Uno de los aspectos más injustos y desmoralizadores de la actual crisis es que una vez más van a pagar, están pagando ya, justos por pecadores.

Convencieron cajas y bancos a personas con trabajos precarios o sueldos claramente insuficientes de que podían endeudarse para comprar su vivienda. Persuadieron a muchas de ellas de que no se contentasen con una sino que se endeudaran aún más para comprar una segunda residencia, en la sierra o en la costa, porque, aunque no pensasen utilizarla ellos mismos, podrían venderla rápidamente uno o dos años después con gran beneficio.

Quien tenía unos ahorros en el banco, que apenas le ofrecían unos magros intereses, decidió invertirlos también en ladrillo porque eso era como la gallina de los huevos de oro y no se podía dejar pasar la ocasión. Todo el mundo lo hacía.

Los animaron a cambiar también de coche cuando el que tenían les había hecho hasta aquel momento perfecto servicio o comprar un segundo automóvil porque la esposa se habían sacado también el carnet y ello les daría a ambos mayor autonomía. Naturalmente hubo que adquirir en muchos casos las correspondientes plazas de garaje.

Y sobre todo creyeron a pie juntillas lo que les vendían la publicidad y las engañosas páginas dedicadas al estilo de vida de los suplementos dominicales de los periódicos y las revistas de moda. Y lo mejor era que todo, desde los cruceros por el Caribe o la Antártida hasta ese televisor tan grande que dominaba el salón, podía pagarse - ¿cómo no? - en cómodos plazos mensuales.

Mientras tanto, autoridades regionales y municipales contrataron a los mejores arquitectos internacionales para que construyeran museos sin colecciones propias, auditorios difíciles de llenar, aeropuertos sin un solo avión y otras cosas por el estilo.
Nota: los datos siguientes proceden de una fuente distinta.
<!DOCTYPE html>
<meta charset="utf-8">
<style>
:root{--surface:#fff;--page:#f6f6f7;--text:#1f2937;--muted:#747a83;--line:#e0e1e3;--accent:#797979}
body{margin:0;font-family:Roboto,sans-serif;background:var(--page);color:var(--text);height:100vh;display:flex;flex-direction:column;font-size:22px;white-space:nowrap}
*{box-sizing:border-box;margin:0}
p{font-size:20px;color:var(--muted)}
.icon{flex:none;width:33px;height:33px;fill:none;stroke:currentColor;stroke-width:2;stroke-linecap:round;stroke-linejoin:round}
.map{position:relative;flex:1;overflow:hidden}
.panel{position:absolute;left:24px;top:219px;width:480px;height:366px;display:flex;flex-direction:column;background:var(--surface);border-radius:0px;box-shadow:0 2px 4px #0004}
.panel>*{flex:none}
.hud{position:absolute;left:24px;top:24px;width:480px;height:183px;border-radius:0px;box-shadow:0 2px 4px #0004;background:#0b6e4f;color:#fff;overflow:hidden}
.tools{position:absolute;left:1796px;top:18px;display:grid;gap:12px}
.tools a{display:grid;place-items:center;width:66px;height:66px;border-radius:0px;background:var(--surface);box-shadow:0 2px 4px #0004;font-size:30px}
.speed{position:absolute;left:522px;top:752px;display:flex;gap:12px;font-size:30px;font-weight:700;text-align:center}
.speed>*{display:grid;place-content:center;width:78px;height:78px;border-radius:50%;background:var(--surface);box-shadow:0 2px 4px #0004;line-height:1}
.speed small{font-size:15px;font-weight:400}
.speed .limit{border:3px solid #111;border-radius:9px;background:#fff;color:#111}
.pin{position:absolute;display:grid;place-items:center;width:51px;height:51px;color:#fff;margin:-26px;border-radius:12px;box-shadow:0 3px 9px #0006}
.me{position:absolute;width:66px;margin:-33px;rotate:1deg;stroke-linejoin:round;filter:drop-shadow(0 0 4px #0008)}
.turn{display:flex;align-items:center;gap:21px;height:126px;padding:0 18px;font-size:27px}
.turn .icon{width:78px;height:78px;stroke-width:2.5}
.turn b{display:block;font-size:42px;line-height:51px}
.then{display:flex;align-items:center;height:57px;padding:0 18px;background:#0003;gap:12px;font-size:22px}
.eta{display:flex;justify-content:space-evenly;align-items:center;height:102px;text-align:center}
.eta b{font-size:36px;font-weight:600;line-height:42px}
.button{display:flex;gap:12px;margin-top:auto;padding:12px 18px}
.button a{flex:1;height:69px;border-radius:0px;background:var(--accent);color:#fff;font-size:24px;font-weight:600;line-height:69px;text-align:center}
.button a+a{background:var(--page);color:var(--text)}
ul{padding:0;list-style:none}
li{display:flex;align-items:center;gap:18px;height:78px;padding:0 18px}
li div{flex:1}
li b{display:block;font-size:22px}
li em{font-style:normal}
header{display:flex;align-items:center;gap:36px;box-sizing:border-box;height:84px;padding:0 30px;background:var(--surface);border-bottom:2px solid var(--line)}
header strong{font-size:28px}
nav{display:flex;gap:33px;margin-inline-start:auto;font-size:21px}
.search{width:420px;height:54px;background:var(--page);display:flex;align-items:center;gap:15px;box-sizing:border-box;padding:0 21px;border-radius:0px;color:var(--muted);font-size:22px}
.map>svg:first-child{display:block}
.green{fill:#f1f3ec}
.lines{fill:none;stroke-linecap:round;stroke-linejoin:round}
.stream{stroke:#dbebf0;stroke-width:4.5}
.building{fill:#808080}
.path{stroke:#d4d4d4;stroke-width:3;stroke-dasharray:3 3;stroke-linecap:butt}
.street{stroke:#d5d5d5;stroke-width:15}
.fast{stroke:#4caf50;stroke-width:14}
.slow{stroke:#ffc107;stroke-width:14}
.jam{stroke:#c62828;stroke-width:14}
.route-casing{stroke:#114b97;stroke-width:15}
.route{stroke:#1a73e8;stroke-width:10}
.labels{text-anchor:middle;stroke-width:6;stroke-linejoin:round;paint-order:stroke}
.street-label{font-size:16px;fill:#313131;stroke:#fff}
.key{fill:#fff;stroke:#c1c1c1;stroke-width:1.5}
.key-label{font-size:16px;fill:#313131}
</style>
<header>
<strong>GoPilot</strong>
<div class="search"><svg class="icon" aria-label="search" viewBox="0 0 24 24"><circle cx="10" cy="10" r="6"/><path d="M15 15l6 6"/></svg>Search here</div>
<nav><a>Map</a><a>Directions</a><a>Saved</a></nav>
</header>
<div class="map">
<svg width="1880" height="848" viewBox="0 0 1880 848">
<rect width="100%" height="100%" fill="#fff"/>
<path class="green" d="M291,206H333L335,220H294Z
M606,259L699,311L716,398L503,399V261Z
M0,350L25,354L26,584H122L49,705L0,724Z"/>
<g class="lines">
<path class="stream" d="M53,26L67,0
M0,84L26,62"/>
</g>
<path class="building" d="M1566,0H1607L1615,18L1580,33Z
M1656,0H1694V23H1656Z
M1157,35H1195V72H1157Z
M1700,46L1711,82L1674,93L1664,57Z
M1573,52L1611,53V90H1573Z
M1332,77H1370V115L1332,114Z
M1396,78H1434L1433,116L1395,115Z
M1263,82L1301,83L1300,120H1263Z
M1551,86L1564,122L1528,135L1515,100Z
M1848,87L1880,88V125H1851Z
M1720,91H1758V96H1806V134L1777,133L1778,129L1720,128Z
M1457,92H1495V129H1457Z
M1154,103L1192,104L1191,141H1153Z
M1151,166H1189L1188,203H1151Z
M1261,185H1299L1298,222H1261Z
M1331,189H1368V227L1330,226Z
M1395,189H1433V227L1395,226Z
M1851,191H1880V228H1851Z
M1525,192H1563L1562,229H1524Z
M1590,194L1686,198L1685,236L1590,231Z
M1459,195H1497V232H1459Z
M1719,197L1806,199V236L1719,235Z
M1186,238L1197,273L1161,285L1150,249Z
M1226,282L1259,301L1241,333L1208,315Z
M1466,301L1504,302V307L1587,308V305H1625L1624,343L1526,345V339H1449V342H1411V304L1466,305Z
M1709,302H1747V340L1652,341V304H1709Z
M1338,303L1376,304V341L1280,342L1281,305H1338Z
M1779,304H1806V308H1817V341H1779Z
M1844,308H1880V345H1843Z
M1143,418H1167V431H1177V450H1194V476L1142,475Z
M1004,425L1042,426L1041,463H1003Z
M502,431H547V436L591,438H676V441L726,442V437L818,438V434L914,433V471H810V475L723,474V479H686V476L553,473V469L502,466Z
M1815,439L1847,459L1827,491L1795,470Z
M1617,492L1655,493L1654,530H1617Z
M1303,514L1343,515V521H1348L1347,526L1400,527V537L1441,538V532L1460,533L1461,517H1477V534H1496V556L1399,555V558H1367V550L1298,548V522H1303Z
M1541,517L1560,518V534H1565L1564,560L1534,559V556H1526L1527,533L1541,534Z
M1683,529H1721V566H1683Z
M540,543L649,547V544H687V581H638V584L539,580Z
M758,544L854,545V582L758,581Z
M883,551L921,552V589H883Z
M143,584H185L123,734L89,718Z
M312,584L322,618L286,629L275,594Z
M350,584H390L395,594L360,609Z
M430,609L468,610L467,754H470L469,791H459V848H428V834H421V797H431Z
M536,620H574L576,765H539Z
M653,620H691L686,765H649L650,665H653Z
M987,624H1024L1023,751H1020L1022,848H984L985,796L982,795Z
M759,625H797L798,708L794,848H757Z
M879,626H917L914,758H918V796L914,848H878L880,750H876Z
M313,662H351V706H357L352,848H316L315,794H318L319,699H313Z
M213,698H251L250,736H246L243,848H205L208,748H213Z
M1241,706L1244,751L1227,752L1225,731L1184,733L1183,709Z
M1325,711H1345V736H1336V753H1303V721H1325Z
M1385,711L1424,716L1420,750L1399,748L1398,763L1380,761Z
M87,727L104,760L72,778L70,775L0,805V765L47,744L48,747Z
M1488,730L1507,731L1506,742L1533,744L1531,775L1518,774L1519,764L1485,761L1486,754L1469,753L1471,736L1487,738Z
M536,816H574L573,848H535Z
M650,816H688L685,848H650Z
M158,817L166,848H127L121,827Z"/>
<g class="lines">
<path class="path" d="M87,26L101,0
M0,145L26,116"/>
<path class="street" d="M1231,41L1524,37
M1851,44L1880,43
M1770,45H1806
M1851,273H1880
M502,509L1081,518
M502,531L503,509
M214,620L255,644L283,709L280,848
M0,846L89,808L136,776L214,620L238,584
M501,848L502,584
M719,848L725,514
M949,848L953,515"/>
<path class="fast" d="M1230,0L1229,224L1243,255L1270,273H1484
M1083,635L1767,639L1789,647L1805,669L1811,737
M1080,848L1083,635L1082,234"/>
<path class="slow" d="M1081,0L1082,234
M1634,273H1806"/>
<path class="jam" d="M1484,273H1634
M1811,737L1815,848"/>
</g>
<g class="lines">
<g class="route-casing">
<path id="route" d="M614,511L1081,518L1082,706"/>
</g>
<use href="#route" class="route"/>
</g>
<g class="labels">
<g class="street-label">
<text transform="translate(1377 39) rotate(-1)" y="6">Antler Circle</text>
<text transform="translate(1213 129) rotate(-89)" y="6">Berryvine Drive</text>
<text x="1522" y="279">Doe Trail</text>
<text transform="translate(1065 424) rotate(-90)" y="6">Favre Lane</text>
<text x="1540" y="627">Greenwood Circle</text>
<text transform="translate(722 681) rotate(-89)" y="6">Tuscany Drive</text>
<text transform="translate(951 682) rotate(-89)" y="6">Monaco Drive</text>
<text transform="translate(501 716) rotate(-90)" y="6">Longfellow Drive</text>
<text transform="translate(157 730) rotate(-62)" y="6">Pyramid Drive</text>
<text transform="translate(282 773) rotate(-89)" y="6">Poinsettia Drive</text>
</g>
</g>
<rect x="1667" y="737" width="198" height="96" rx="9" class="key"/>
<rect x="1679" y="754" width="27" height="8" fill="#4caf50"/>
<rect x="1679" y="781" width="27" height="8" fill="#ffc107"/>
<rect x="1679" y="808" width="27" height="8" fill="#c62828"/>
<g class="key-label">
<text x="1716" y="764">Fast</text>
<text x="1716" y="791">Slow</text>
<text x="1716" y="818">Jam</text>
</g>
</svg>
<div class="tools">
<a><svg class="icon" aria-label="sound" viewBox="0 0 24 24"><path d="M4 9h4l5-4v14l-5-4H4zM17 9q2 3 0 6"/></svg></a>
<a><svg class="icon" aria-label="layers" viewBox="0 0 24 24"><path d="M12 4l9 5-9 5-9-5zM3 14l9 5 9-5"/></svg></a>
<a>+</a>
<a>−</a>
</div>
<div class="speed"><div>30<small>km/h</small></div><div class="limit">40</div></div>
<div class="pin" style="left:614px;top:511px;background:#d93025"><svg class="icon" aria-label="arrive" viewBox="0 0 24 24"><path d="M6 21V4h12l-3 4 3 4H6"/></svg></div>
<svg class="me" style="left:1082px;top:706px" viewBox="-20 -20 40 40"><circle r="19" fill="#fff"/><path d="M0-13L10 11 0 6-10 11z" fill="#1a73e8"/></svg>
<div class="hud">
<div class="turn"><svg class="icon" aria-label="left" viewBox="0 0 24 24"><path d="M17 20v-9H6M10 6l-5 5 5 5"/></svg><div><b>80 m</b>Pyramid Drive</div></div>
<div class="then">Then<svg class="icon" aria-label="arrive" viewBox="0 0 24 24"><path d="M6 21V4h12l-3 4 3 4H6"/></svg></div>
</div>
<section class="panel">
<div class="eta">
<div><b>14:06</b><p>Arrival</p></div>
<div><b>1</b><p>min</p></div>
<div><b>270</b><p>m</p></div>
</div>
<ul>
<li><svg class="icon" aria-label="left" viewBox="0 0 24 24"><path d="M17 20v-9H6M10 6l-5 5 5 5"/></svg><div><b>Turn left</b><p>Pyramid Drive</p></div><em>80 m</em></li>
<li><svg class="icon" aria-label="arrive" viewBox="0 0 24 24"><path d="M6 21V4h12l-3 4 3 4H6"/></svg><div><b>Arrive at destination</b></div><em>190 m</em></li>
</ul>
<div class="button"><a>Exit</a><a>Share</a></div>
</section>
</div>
Fueron unos años en los que nuestros compatriotas, salidos de la autarquía y la pobreza sólo unas décadas atrás, se creyeron de pronto los nuevos ricos de Europa, los del «sorpasso» a Italia, del que habló nuestro entonces presidente, Rodríguez Zapatero.

Pero un día, no se sabe muy bien por qué – aunque muchos habían escuchado por primera vez hablar de agencias hipotecarias de nombres extraños en Estados Unidos como Fannie Mae y Freddie Mac, de hipotecas «subprime», de derivados y otros instrumentos financieros conocidos por siglas como CDS – comenzó a hundirse todo aquello como un castillo de naipes.
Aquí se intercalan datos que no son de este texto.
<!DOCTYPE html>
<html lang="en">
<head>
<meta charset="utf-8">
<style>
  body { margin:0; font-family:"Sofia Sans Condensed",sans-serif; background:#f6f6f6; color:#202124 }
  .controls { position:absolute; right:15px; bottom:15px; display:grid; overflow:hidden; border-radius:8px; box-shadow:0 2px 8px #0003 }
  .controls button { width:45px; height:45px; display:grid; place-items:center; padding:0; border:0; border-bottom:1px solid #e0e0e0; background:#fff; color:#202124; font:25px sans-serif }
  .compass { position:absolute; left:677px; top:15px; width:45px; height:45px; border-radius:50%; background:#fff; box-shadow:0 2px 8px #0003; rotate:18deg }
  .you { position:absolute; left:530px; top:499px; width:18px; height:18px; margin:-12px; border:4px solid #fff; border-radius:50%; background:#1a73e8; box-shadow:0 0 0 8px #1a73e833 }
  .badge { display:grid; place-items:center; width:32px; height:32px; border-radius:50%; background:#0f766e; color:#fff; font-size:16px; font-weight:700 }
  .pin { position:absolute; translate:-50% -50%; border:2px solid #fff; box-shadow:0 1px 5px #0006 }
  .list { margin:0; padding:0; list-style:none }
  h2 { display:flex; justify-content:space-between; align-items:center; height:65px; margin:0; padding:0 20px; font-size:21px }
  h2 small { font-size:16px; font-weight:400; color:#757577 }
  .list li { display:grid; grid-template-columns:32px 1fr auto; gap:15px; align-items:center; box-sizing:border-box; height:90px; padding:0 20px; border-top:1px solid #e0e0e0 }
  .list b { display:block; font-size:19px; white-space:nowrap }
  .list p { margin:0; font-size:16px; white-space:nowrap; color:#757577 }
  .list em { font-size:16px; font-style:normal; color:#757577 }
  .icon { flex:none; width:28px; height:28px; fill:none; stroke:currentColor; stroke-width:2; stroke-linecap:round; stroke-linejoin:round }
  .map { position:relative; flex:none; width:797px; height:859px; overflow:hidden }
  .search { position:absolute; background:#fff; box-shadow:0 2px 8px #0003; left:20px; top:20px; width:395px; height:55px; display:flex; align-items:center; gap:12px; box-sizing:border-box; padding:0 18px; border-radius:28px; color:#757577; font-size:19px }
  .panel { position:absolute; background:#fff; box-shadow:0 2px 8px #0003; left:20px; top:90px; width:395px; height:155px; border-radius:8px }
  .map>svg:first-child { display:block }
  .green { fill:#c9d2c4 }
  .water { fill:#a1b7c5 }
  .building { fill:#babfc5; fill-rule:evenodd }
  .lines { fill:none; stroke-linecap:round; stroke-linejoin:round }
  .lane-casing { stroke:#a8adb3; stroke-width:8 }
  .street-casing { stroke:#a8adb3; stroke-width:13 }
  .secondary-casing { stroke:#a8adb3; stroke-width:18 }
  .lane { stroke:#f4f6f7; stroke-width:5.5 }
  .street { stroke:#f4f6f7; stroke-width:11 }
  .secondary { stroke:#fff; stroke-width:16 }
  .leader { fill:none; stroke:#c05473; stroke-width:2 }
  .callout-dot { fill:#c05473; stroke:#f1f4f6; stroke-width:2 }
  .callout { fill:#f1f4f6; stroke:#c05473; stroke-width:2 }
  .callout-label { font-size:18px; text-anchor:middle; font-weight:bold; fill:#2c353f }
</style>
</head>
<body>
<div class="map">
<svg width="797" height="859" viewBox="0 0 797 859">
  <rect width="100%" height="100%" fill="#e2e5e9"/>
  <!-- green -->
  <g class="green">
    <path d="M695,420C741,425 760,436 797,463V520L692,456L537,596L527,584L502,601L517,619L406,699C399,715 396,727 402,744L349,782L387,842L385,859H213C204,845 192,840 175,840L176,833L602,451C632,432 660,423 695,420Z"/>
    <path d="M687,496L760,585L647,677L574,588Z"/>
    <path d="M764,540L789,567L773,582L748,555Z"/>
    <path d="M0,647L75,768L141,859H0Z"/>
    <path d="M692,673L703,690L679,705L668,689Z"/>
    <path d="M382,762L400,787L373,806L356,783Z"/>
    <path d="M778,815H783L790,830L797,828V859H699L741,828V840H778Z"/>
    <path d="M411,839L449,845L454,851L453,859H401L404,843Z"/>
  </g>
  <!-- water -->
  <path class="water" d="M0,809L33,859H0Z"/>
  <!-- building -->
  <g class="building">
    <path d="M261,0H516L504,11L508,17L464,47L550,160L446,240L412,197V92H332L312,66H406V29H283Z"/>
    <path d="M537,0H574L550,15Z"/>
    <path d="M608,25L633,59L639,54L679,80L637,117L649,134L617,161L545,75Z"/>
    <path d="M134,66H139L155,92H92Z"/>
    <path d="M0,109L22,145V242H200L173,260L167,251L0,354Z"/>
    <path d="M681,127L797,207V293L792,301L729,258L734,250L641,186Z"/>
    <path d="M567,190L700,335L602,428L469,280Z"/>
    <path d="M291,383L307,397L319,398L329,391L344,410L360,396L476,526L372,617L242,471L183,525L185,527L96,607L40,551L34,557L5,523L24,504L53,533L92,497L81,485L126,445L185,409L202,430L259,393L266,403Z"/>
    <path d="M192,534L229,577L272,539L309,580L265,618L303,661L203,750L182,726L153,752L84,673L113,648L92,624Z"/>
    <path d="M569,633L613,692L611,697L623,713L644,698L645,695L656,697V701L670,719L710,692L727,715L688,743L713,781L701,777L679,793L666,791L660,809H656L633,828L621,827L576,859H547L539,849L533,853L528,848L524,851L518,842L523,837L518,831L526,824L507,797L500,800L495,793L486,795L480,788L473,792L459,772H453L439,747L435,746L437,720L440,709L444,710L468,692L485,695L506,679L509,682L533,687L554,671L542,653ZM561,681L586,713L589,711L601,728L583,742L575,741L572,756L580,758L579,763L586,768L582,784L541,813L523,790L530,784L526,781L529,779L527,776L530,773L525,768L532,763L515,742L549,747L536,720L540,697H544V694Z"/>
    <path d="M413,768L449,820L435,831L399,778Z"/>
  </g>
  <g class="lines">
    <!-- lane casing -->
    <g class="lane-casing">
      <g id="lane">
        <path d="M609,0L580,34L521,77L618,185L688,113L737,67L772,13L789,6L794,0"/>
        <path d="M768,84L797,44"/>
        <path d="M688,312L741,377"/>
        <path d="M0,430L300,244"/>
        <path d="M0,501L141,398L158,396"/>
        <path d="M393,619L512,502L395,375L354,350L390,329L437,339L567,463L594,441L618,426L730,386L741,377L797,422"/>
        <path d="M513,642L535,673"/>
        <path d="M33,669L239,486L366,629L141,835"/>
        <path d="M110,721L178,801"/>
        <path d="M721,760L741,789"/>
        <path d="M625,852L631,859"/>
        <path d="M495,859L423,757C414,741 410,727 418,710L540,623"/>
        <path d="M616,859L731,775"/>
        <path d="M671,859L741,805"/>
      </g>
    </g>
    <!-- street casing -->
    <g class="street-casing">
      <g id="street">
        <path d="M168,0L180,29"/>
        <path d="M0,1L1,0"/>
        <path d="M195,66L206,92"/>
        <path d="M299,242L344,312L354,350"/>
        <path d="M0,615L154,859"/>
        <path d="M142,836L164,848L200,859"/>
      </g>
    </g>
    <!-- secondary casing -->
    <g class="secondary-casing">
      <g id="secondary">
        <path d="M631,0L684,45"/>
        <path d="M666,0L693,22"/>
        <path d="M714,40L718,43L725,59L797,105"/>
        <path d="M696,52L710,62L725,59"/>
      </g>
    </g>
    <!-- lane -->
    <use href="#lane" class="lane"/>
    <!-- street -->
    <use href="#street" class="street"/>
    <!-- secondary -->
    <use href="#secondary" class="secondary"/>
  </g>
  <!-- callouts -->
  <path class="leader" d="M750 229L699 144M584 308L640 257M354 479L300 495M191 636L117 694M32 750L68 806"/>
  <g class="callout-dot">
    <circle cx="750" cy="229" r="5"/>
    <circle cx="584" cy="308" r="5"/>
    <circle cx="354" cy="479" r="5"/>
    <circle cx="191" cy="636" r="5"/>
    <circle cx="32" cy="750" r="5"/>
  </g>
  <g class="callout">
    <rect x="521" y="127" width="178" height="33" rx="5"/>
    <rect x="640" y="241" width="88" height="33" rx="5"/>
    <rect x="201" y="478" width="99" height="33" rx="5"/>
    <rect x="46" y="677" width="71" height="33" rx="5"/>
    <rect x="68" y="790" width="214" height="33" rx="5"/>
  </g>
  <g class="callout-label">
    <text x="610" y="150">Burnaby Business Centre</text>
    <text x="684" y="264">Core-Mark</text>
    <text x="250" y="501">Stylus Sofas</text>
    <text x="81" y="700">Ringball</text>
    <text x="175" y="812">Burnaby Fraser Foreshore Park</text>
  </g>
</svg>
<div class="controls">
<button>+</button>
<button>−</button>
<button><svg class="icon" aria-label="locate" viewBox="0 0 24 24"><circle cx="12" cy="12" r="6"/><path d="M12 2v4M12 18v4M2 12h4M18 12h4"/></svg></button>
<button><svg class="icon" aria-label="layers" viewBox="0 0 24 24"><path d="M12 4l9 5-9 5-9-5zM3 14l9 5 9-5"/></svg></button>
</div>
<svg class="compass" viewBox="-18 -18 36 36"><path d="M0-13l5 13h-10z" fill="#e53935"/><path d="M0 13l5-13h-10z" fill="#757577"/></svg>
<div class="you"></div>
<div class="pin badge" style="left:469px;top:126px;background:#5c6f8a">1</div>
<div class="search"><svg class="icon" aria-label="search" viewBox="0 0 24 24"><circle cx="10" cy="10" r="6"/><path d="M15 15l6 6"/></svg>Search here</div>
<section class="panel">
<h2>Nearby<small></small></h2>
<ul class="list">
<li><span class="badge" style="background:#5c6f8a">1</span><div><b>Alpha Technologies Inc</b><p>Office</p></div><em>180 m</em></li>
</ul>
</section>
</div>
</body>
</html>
Se paralizaron las grúas, muchas urbanizaciones se quedaron a medio construir, los esqueletos de casas se convirtieron en vista habitual en nuestras costas. Y los diarios comenzaron a hablar de quiebras de promotoras, de problemas de los bancos, de hipotecas de difícil cuando no imposible devolución, de fusiones de cajas de ahorros. Y entonces se vio que todo aquel relumbrón ocultaba un foco de podredumbre.

Y ese Gobierno y el que le sustituyó comprendieron que el problema era serio y se enfrentaron a las críticas de una Europa, dominada por una severa y poderosa Alemania, que los acusó de no haber hecho sus deberes: es decir, de no haber acometido como ellos las supuestamente necesarias reformas laborales y haber permitido que el país viviera alegre y despreocupado al borde del abismo. Acusaciones que para nada tenían en cuenta las insuficiencias del estado de bienestar o el relativamente bajo nivel salarial español, comparado con otros países.

Y es entonces cuando empezaron a pagar también muchos justos por pecadores. Se cerraron empresas, se rebajaron sueldos y pensiones, se cerró el grifo del crédito incluso para quienes habían devuelto siempre a tiempo el dinero prestado y cumplido todas sus obligaciones.

Y comenzó la labor de zapa del Estado de bienestar: incremento de las tasas universitarias, reducción del número de becas, deterioro de la enseñanza pública a todos los niveles, rebaja de las prestaciones sociales, recorte de las inversiones en investigación y desarrollo, es decir en el futuro del país, y anuncios de futuras privatizaciones en diversos sectores, que sin duda serán sólo pan para hoy y hambre para mañana.

Todo ello porque quienes debían vigilar, miraron para otro lado, quienes debían gobernar, lo hicieron mal, y los bancos se salieron una vez más con la suya al conseguir que, en vez de cumplirse las reglas del mercado y que cada palo aguantara su vela, se socializaran sus pérdidas.